Assume $f\left(t,x\right)$ is $C^1\left(\left[0,T\right]\times\mathbb{R}, \mathbb{R}\right)$ and that the process $f\left(t, B_t\right)$ is a martingale w.r.t $\mathcal{F_t}=\sigma\left(B_s, s\leq\,t\right)$, with $B_t$ a standard Brownian motion.

Can we apply the Itô formula to get an expression for $d f\left(t,B_t\right)$ while we have only $C^1$ differentiability?

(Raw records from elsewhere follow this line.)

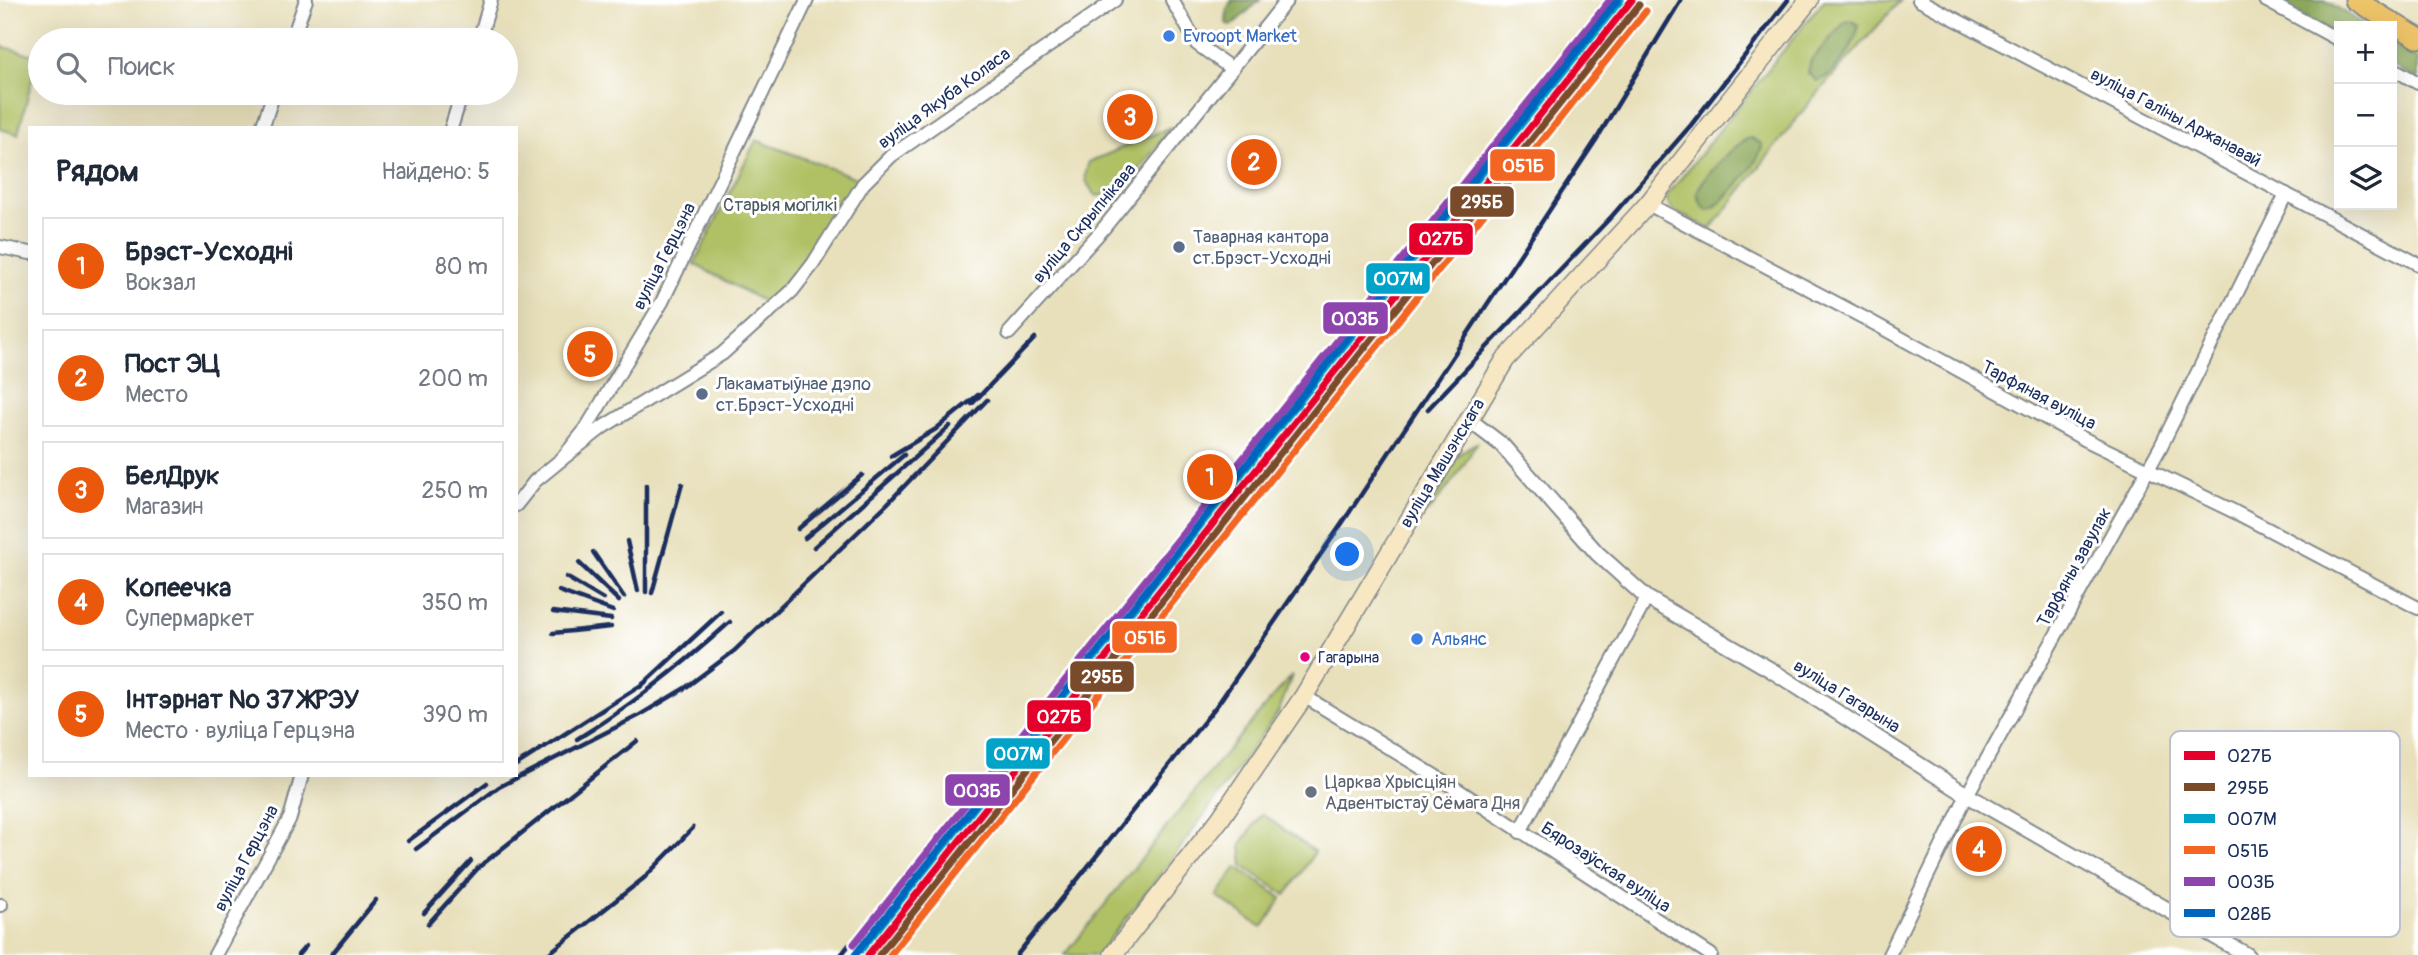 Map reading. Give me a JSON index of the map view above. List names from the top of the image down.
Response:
{
  "streets": {
    "main road": ["вуліца Машэнскага"],
    "street": [
      "вуліца Якуба Коласа",
      "вуліца Галіны Аржанавай",
      "вуліца Скрыпнікава",
      "вуліца Герцэна",
      "Тарфяная вуліца",
      "Тарфяны завулак",
      "вуліца Гагарына",
      "Бярозаўская вуліца"
    ]
  },
  "crossings": [
    ["вуліца Якуба Коласа", "вуліца Герцэна"],
    ["вуліца Галіны Аржанавай", "Тарфяны завулак"],
    ["Тарфяная вуліца", "вуліца Машэнскага"],
    ["Тарфяная вуліца", "Тарфяны завулак"],
    ["вуліца Машэнскага", "вуліца Гагарына"],
    ["вуліца Машэнскага", "Бярозаўская вуліца"],
    ["Тарфяны завулак", "вуліца Гагарына"]
  ],
  "parks": ["Старыя могілкі"],
  "places": [
    "Evroopt Market",
    "Таварная кантора ст.Брэст-Усходні",
    "Лакаматыўнае дэпо ст.Брэст-Усходні",
    "Альянс",
    "Гагарына",
    "Царква Хрысціян Адвентыстаў Сёмага Дня"
  ],
  "lines": [
    "transit line 027Б",
    "transit line 007М",
    "transit line 003Б",
    "transit line 028Б",
    "transit line 295Б",
    "transit line 051Б"
  ],
  "legend": [
    "027Б",
    "295Б",
    "007М",
    "051Б",
    "003Б",
    "028Б"
  ],
  "page": {
    "map_buttons": ["+", "−"],
    "search": "Поиск",
    "pins": [
      "3",
      "2",
      "5",
      "1",
      "4"
    ],
    "heading": ["Рядом", "Найдено: 5"],
    "list": [
      {
        "mark": "1",
        "name": "Брэст-Усходні",
        "note": "Вокзал",
        "value": "80 m"
      },
      {
        "mark": "2",
        "name": "Пост ЭЦ",
        "note": "Место",
        "value": "200 m"
      },
      {
        "mark": "3",
        "name": "БелДрук",
        "note": "Магазин",
        "value": "250 m"
      },
      {
        "mark": "4",
        "name": "Копеечка",
        "note": "Супермаркет",
        "value": "350 m"
      },
      {
        "mark": "5",
        "name": "Інтэрнат № 37 ЖРЭУ",
        "note": "Место · вуліца Герцэна",
        "value": "390 m"
      }
    ]
  }
} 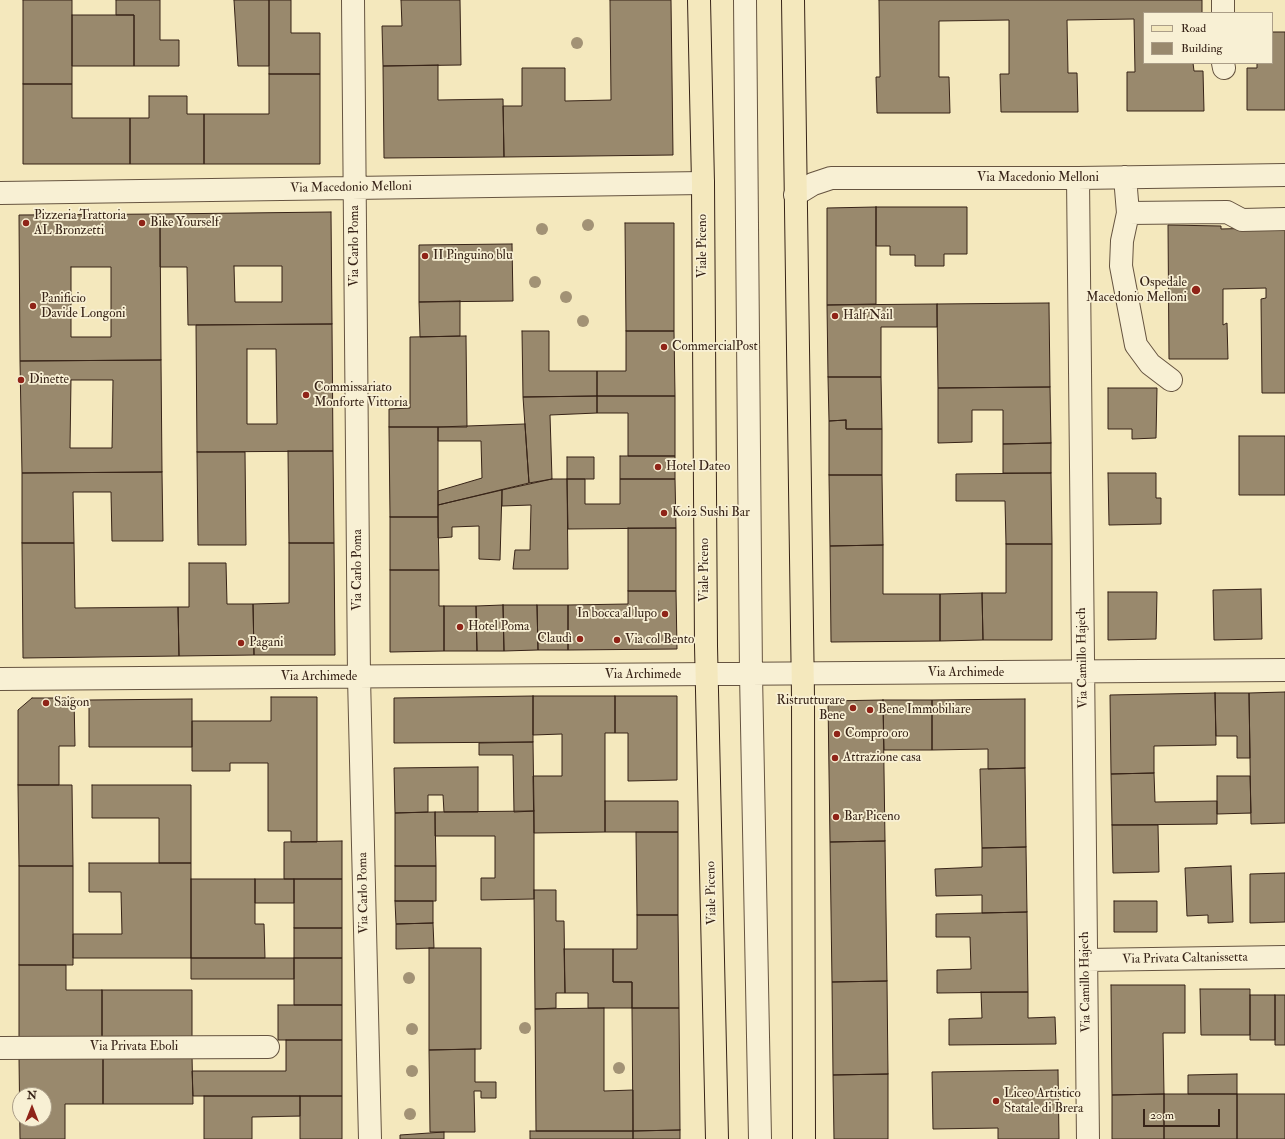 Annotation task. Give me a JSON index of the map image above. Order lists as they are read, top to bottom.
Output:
{
  "streets": {
    "main road": ["Viale Piceno"],
    "street": [
      "Via Macedonio Melloni",
      "Via Carlo Poma",
      "Via Camillo Hajech",
      "Via Archimede",
      "Via Privata Caltanissetta",
      "Via Privata Eboli"
    ]
  },
  "crossings": [
    ["Via Macedonio Melloni", "Via Carlo Poma"],
    ["Via Macedonio Melloni", "Viale Piceno"],
    ["Via Macedonio Melloni", "Via Camillo Hajech"],
    ["Via Carlo Poma", "Via Archimede"],
    ["Viale Piceno", "Via Archimede"],
    ["Via Camillo Hajech", "Via Archimede"],
    ["Via Camillo Hajech", "Via Privata Caltanissetta"]
  ],
  "places": [
    "Pizzeria Trattoria AL Bronzetti",
    "Bike Yourself",
    "II Pinguino blu",
    "Ospedale Macedonio Melloni",
    "Panificio Davide Longoni",
    "Half Nail",
    "CommercialPost",
    "Dinette",
    "Commissariato Monforte Vittoria",
    "Hotel Dateo",
    "Koi2 Sushi Bar",
    "In bocca al lupo",
    "Hotel Poma",
    "Claudì",
    "Via col Bento",
    "Pagani",
    "Saigon",
    "Ristrutturare Bene",
    "Bene Immobiliare",
    "Compro oro",
    "Attrazione casa",
    "Bar Piceno",
    "Liceo Artistico Statale di Brera"
  ],
  "legend": ["Road", "Building"],
  "scale_bar": "20 m",
  "north": "top"
}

If yes, can we relax the conditions even further by assuming $f$ only $C^1$ differentiable w.r.t to $x$ since the derivatives $\frac{\partial}{\partial t}$ and $\frac{\partial^2}{\partial x^2}$ should in principle be unnecessary since $f\left(t,B_t\right)$ is a martingale?

Answer 1

Of course it ought to be the case that $f(t,B_t) =\int_0^t f'_2(s,B_s)\,dB_s$, where $f'_2$ is the partial derivative of $f$ with respect to its second variable. And this is indeed true. First note that by localization one can reduce to the case in which $f$ and both of its first-order partials are bounded. Things being so, the continuity of $f$ and those partials allow one to use the argument in section IV.41 of volume 2 of Diffusions, Markov Processes, and Martingales by Rogers and Williams demonstrating Clark's Formula for the integrand in the stochastic integral representation of a Brownian functional. That argument shows that $$ f(T,B_T) =f(0,B_0)+\int_0^Tf'_2(s,B_s)\,dB_s $$ almost surely. Now take conditional expectations with respect to $\mathcal F_t$ in this identity to obtain $$ f(t,B_t) =\Bbb E[f(T,B_T)|\mathcal F_t] = f(0,B_0)+\int_0^t f'_2(s,B_s)\,dB_s, $$ a.s. for each fixed $t\in[0,T]$. As the extreme terms in this last display are a.s. continuous functions of $t$, it follows that $$ f(t,B_t) = f(0,B_0)+\int_0^t f'_2(s,B_s)\,dB_s,\qquad\forall t\in[0,T], $$ almost surely.

Answer 2

Since $f(t,B_t)$ is a martingale, it follows from well-known martingale representation theorems (see e.g. [1]) that we can write

$$f(t,B_t) = f(0,B_0) + \int_0^t X_s \, dB_s$$

for some progressively measurable process $X$. A very useful tool to identify $X$ is the Malliavin derivative. One of the key properties of the Malliavin derivative $D$ is that

$$D \left( \int_0^t X_s \, dB_s \right) = X_t \tag{1}$$

On the other hand, the Malliavin derivative also satisfies a chain rule and we get

$$Df(t,B_t) = f'(t,B_t).$$

Combining both equations we get $X_t = f'(t,B_t)$ almost surely. If you are interested in these kind of things, then take a look at [2,3]; of particular interest (for your question) is the Clark Ocone representation formula.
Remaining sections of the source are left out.